START COLLECTED MATERIAL

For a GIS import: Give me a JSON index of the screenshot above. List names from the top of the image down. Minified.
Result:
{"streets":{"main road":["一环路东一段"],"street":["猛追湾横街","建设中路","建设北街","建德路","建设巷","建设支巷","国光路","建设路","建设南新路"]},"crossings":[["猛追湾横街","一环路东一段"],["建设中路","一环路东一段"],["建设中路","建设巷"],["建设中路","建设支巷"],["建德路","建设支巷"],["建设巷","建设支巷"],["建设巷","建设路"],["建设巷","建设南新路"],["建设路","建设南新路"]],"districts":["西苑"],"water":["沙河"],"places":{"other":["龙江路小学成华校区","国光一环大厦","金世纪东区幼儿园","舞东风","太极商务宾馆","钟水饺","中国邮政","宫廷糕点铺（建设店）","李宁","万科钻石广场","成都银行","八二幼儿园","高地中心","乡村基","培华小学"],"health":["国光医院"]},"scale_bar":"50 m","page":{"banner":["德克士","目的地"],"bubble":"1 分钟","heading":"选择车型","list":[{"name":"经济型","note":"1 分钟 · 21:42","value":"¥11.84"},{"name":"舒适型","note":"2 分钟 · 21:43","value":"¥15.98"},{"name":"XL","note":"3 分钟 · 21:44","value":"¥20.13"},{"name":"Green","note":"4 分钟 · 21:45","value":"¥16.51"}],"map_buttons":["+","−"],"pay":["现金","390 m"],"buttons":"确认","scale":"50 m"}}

END COLLECTED MATERIAL

PROBLEM STATEMENT: Would you please copy the material above exactly, with nothing left out?

RESPONSE AREA:
For a GIS import: Give me a JSON index of the screenshot above. List names from the top of the image down. Minified.
Result:
{"streets":{"main road":["一环路东一段"],"street":["猛追湾横街","建设中路","建设北街","建德路","建设巷","建设支巷","国光路","建设路","建设南新路"]},"crossings":[["猛追湾横街","一环路东一段"],["建设中路","一环路东一段"],["建设中路","建设巷"],["建设中路","建设支巷"],["建德路","建设支巷"],["建设巷","建设支巷"],["建设巷","建设路"],["建设巷","建设南新路"],["建设路","建设南新路"]],"districts":["西苑"],"water":["沙河"],"places":{"other":["龙江路小学成华校区","国光一环大厦","金世纪东区幼儿园","舞东风","太极商务宾馆","钟水饺","中国邮政","宫廷糕点铺（建设店）","李宁","万科钻石广场","成都银行","八二幼儿园","高地中心","乡村基","培华小学"],"health":["国光医院"]},"scale_bar":"50 m","page":{"banner":["德克士","目的地"],"bubble":"1 分钟","heading":"选择车型","list":[{"name":"经济型","note":"1 分钟 · 21:42","value":"¥11.84"},{"name":"舒适型","note":"2 分钟 · 21:43","value":"¥15.98"},{"name":"XL","note":"3 分钟 · 21:44","value":"¥20.13"},{"name":"Green","note":"4 分钟 · 21:45","value":"¥16.51"}],"map_buttons":["+","−"],"pay":["现金","390 m"],"buttons":"确认","scale":"50 m"}}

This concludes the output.